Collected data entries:
------------------------
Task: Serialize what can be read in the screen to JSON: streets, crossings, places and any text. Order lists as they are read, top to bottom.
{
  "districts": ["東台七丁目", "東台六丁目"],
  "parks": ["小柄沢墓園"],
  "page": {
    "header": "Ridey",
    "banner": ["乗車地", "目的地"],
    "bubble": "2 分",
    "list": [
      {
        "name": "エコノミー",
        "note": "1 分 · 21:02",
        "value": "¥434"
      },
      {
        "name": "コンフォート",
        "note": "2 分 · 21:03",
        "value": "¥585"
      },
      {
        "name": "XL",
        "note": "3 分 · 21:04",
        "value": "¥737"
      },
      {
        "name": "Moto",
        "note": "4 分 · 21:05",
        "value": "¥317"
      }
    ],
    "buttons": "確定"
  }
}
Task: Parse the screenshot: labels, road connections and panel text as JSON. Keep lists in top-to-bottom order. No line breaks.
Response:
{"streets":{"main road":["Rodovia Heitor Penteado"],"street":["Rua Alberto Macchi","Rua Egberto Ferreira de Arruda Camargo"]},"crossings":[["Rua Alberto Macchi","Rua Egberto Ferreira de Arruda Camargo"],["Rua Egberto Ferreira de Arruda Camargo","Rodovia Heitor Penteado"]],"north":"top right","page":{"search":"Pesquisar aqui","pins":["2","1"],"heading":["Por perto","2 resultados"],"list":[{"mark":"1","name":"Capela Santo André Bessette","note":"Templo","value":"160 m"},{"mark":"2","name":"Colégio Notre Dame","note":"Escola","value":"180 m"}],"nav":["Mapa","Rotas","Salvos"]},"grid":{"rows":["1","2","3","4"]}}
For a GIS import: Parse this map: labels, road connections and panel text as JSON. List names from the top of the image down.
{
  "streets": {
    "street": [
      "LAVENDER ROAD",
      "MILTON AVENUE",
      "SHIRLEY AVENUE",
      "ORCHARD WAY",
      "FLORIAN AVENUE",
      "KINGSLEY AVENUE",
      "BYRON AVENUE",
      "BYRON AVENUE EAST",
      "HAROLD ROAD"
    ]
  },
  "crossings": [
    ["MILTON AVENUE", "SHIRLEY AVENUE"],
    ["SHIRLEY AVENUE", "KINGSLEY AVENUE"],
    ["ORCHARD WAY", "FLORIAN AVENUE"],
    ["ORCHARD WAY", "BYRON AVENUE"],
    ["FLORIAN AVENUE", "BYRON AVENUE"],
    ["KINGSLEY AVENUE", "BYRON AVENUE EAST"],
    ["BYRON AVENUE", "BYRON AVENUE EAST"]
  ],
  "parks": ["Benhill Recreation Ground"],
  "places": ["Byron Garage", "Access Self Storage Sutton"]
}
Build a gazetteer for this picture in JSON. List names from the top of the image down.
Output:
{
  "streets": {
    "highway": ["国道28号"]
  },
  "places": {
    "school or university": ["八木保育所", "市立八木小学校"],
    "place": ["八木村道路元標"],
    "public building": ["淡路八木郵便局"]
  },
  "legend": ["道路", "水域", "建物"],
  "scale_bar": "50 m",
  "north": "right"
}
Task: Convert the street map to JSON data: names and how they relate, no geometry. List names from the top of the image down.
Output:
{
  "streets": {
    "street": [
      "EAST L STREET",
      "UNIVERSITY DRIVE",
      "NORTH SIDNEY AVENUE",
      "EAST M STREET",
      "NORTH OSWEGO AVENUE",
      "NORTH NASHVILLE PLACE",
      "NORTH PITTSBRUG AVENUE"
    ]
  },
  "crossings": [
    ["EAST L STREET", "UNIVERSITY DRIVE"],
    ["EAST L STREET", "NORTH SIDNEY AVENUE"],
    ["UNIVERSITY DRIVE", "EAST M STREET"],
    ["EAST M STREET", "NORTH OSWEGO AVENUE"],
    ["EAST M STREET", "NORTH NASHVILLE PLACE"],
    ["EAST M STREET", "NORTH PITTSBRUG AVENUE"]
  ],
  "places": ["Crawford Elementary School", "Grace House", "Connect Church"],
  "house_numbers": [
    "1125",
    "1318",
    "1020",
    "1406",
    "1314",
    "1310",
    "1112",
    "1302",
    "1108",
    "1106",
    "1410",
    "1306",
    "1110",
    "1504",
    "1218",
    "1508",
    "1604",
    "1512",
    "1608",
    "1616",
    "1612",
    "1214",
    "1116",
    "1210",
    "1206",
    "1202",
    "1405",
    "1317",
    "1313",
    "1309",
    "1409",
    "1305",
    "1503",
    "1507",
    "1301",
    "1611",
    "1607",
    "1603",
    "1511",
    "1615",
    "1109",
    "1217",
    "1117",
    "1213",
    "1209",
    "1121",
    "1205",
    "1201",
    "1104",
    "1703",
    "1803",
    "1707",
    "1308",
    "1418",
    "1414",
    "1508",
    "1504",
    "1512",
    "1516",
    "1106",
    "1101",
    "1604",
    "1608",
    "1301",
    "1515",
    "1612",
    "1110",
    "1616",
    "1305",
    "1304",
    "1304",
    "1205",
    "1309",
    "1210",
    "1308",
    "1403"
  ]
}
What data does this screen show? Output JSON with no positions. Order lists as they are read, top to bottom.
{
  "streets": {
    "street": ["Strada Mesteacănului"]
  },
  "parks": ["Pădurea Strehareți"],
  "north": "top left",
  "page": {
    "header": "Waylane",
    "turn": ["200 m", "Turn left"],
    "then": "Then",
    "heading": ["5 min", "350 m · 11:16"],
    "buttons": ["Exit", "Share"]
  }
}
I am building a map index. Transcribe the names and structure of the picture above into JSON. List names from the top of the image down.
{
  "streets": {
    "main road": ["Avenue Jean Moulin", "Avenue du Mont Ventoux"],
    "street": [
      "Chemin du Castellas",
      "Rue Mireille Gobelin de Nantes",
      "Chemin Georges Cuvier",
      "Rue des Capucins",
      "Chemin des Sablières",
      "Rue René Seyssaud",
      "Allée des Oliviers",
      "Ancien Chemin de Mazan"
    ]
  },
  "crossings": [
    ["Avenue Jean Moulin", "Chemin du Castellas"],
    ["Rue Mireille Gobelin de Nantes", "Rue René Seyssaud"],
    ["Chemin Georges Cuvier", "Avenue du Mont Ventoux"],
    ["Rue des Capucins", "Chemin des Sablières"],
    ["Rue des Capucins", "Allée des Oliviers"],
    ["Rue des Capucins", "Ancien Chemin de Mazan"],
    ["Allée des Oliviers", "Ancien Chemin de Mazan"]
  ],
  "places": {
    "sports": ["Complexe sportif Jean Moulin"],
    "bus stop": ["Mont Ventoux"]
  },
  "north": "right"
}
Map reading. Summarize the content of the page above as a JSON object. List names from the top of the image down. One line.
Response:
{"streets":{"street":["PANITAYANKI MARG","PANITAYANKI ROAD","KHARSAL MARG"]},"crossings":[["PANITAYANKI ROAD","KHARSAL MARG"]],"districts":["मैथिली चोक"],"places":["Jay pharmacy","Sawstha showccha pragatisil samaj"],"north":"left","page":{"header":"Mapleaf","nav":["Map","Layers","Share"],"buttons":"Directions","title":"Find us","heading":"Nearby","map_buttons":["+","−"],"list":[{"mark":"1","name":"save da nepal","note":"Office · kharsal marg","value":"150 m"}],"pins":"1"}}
------------------------
## Goal of the exercise
Reproduce the data exactly, character for character.

## Output for this task
Task: Serialize what can be read in the screen to JSON: streets, crossings, places and any text. Order lists as they are read, top to bottom.
{
  "districts": ["東台七丁目", "東台六丁目"],
  "parks": ["小柄沢墓園"],
  "page": {
    "header": "Ridey",
    "banner": ["乗車地", "目的地"],
    "bubble": "2 分",
    "list": [
      {
        "name": "エコノミー",
        "note": "1 分 · 21:02",
        "value": "¥434"
      },
      {
        "name": "コンフォート",
        "note": "2 分 · 21:03",
        "value": "¥585"
      },
      {
        "name": "XL",
        "note": "3 分 · 21:04",
        "value": "¥737"
      },
      {
        "name": "Moto",
        "note": "4 分 · 21:05",
        "value": "¥317"
      }
    ],
    "buttons": "確定"
  }
}
Task: Parse the screenshot: labels, road connections and panel text as JSON. Keep lists in top-to-bottom order. No line breaks.
Response:
{"streets":{"main road":["Rodovia Heitor Penteado"],"street":["Rua Alberto Macchi","Rua Egberto Ferreira de Arruda Camargo"]},"crossings":[["Rua Alberto Macchi","Rua Egberto Ferreira de Arruda Camargo"],["Rua Egberto Ferreira de Arruda Camargo","Rodovia Heitor Penteado"]],"north":"top right","page":{"search":"Pesquisar aqui","pins":["2","1"],"heading":["Por perto","2 resultados"],"list":[{"mark":"1","name":"Capela Santo André Bessette","note":"Templo","value":"160 m"},{"mark":"2","name":"Colégio Notre Dame","note":"Escola","value":"180 m"}],"nav":["Mapa","Rotas","Salvos"]},"grid":{"rows":["1","2","3","4"]}}
For a GIS import: Parse this map: labels, road connections and panel text as JSON. List names from the top of the image down.
{
  "streets": {
    "street": [
      "LAVENDER ROAD",
      "MILTON AVENUE",
      "SHIRLEY AVENUE",
      "ORCHARD WAY",
      "FLORIAN AVENUE",
      "KINGSLEY AVENUE",
      "BYRON AVENUE",
      "BYRON AVENUE EAST",
      "HAROLD ROAD"
    ]
  },
  "crossings": [
    ["MILTON AVENUE", "SHIRLEY AVENUE"],
    ["SHIRLEY AVENUE", "KINGSLEY AVENUE"],
    ["ORCHARD WAY", "FLORIAN AVENUE"],
    ["ORCHARD WAY", "BYRON AVENUE"],
    ["FLORIAN AVENUE", "BYRON AVENUE"],
    ["KINGSLEY AVENUE", "BYRON AVENUE EAST"],
    ["BYRON AVENUE", "BYRON AVENUE EAST"]
  ],
  "parks": ["Benhill Recreation Ground"],
  "places": ["Byron Garage", "Access Self Storage Sutton"]
}
Build a gazetteer for this picture in JSON. List names from the top of the image down.
Output:
{
  "streets": {
    "highway": ["国道28号"]
  },
  "places": {
    "school or university": ["八木保育所", "市立八木小学校"],
    "place": ["八木村道路元標"],
    "public building": ["淡路八木郵便局"]
  },
  "legend": ["道路", "水域", "建物"],
  "scale_bar": "50 m",
  "north": "right"
}
Task: Convert the street map to JSON data: names and how they relate, no geometry. List names from the top of the image down.
Output:
{
  "streets": {
    "street": [
      "EAST L STREET",
      "UNIVERSITY DRIVE",
      "NORTH SIDNEY AVENUE",
      "EAST M STREET",
      "NORTH OSWEGO AVENUE",
      "NORTH NASHVILLE PLACE",
      "NORTH PITTSBRUG AVENUE"
    ]
  },
  "crossings": [
    ["EAST L STREET", "UNIVERSITY DRIVE"],
    ["EAST L STREET", "NORTH SIDNEY AVENUE"],
    ["UNIVERSITY DRIVE", "EAST M STREET"],
    ["EAST M STREET", "NORTH OSWEGO AVENUE"],
    ["EAST M STREET", "NORTH NASHVILLE PLACE"],
    ["EAST M STREET", "NORTH PITTSBRUG AVENUE"]
  ],
  "places": ["Crawford Elementary School", "Grace House", "Connect Church"],
  "house_numbers": [
    "1125",
    "1318",
    "1020",
    "1406",
    "1314",
    "1310",
    "1112",
    "1302",
    "1108",
    "1106",
    "1410",
    "1306",
    "1110",
    "1504",
    "1218",
    "1508",
    "1604",
    "1512",
    "1608",
    "1616",
    "1612",
    "1214",
    "1116",
    "1210",
    "1206",
    "1202",
    "1405",
    "1317",
    "1313",
    "1309",
    "1409",
    "1305",
    "1503",
    "1507",
    "1301",
    "1611",
    "1607",
    "1603",
    "1511",
    "1615",
    "1109",
    "1217",
    "1117",
    "1213",
    "1209",
    "1121",
    "1205",
    "1201",
    "1104",
    "1703",
    "1803",
    "1707",
    "1308",
    "1418",
    "1414",
    "1508",
    "1504",
    "1512",
    "1516",
    "1106",
    "1101",
    "1604",
    "1608",
    "1301",
    "1515",
    "1612",
    "1110",
    "1616",
    "1305",
    "1304",
    "1304",
    "1205",
    "1309",
    "1210",
    "1308",
    "1403"
  ]
}
What data does this screen show? Output JSON with no positions. Order lists as they are read, top to bottom.
{
  "streets": {
    "street": ["Strada Mesteacănului"]
  },
  "parks": ["Pădurea Strehareți"],
  "north": "top left",
  "page": {
    "header": "Waylane",
    "turn": ["200 m", "Turn left"],
    "then": "Then",
    "heading": ["5 min", "350 m · 11:16"],
    "buttons": ["Exit", "Share"]
  }
}
I am building a map index. Transcribe the names and structure of the picture above into JSON. List names from the top of the image down.
{
  "streets": {
    "main road": ["Avenue Jean Moulin", "Avenue du Mont Ventoux"],
    "street": [
      "Chemin du Castellas",
      "Rue Mireille Gobelin de Nantes",
      "Chemin Georges Cuvier",
      "Rue des Capucins",
      "Chemin des Sablières",
      "Rue René Seyssaud",
      "Allée des Oliviers",
      "Ancien Chemin de Mazan"
    ]
  },
  "crossings": [
    ["Avenue Jean Moulin", "Chemin du Castellas"],
    ["Rue Mireille Gobelin de Nantes", "Rue René Seyssaud"],
    ["Chemin Georges Cuvier", "Avenue du Mont Ventoux"],
    ["Rue des Capucins", "Chemin des Sablières"],
    ["Rue des Capucins", "Allée des Oliviers"],
    ["Rue des Capucins", "Ancien Chemin de Mazan"],
    ["Allée des Oliviers", "Ancien Chemin de Mazan"]
  ],
  "places": {
    "sports": ["Complexe sportif Jean Moulin"],
    "bus stop": ["Mont Ventoux"]
  },
  "north": "right"
}
Map reading. Summarize the content of the page above as a JSON object. List names from the top of the image down. One line.
Response:
{"streets":{"street":["PANITAYANKI MARG","PANITAYANKI ROAD","KHARSAL MARG"]},"crossings":[["PANITAYANKI ROAD","KHARSAL MARG"]],"districts":["मैथिली चोक"],"places":["Jay pharmacy","Sawstha showccha pragatisil samaj"],"north":"left","page":{"header":"Mapleaf","nav":["Map","Layers","Share"],"buttons":"Directions","title":"Find us","heading":"Nearby","map_buttons":["+","−"],"list":[{"mark":"1","name":"save da nepal","note":"Office · kharsal marg","value":"150 m"}],"pins":"1"}}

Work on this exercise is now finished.